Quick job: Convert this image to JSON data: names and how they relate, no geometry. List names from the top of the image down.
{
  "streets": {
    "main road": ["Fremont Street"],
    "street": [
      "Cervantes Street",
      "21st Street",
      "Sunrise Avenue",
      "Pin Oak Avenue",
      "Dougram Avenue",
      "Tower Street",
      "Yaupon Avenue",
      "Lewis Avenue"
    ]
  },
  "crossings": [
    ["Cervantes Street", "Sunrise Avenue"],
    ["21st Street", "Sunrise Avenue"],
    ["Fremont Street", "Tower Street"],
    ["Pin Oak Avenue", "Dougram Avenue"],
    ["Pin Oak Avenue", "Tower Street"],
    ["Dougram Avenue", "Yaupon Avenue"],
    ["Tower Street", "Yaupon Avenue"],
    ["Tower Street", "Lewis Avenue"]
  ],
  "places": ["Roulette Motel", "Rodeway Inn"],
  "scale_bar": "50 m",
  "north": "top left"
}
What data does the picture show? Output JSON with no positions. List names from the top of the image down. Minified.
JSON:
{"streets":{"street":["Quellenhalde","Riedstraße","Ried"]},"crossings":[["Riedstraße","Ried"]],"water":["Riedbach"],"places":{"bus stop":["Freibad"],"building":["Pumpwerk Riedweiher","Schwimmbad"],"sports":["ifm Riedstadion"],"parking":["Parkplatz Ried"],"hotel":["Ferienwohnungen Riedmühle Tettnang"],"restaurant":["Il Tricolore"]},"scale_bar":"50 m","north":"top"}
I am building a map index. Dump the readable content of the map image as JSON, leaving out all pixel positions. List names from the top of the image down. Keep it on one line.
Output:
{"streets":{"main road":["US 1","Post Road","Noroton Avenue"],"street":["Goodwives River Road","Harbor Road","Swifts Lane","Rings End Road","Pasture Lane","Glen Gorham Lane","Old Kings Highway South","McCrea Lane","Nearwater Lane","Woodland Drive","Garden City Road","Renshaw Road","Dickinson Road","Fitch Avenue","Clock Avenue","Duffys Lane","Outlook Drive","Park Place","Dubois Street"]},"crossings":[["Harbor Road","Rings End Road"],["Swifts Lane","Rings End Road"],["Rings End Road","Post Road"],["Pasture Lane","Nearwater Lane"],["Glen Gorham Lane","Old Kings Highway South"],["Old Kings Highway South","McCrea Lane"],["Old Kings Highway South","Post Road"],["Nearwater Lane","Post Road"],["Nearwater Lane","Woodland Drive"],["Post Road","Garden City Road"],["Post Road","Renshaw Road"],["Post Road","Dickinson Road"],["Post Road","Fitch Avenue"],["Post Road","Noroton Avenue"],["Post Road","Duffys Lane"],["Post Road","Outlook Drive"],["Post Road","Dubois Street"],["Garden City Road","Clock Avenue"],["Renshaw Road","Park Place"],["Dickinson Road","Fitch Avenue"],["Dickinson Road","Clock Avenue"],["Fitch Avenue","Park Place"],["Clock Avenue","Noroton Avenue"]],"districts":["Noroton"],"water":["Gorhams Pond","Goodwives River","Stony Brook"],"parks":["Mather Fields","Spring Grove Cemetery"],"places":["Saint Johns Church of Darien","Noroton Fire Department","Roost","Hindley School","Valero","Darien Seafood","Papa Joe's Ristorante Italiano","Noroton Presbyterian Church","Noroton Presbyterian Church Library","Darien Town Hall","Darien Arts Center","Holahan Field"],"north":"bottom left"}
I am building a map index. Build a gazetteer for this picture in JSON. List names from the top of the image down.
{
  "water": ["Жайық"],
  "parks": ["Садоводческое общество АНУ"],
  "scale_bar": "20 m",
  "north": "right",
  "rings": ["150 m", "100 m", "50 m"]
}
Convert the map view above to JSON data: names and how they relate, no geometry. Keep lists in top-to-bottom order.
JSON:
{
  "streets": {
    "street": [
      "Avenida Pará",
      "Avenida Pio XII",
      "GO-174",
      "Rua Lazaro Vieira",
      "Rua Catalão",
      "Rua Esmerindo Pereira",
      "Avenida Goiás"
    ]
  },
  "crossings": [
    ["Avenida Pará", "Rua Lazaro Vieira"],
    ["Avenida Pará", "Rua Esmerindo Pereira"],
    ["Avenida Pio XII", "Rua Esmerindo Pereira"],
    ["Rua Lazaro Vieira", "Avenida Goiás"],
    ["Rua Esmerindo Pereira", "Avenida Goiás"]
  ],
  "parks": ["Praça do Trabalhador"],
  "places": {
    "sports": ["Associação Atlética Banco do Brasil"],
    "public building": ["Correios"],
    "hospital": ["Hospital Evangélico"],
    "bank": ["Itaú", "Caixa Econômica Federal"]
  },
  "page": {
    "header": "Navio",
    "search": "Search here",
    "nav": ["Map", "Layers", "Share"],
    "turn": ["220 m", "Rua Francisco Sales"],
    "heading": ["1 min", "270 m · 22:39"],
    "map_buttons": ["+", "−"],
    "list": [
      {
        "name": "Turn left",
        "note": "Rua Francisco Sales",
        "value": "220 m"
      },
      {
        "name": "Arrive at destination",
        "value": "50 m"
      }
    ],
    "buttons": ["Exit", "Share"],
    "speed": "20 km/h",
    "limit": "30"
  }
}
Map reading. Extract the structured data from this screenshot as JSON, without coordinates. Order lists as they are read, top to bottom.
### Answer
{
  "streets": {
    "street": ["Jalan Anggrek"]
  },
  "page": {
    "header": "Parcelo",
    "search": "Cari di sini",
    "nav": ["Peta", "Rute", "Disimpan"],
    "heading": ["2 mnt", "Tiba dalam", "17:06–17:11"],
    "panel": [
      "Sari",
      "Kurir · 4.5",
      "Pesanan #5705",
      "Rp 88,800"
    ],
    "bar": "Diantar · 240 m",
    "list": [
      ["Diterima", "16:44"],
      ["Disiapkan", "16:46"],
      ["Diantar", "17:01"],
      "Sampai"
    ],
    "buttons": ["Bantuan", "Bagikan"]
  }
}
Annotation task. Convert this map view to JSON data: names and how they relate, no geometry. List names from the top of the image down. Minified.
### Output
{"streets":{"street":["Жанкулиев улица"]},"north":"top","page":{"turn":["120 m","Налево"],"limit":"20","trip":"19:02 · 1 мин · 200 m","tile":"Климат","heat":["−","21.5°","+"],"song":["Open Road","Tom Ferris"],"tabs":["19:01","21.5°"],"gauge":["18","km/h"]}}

--

◆ YOUR TASK: Every line in the data above that contains "lists" needs to be copied.

◆ RESPONSE FOR THIS EXERCISE:
Convert the map view above to JSON data: names and how they relate, no geometry. Keep lists in top-to-bottom order.
Map reading. Extract the structured data from this screenshot as JSON, without coordinates. Order lists as they are read, top to bottom.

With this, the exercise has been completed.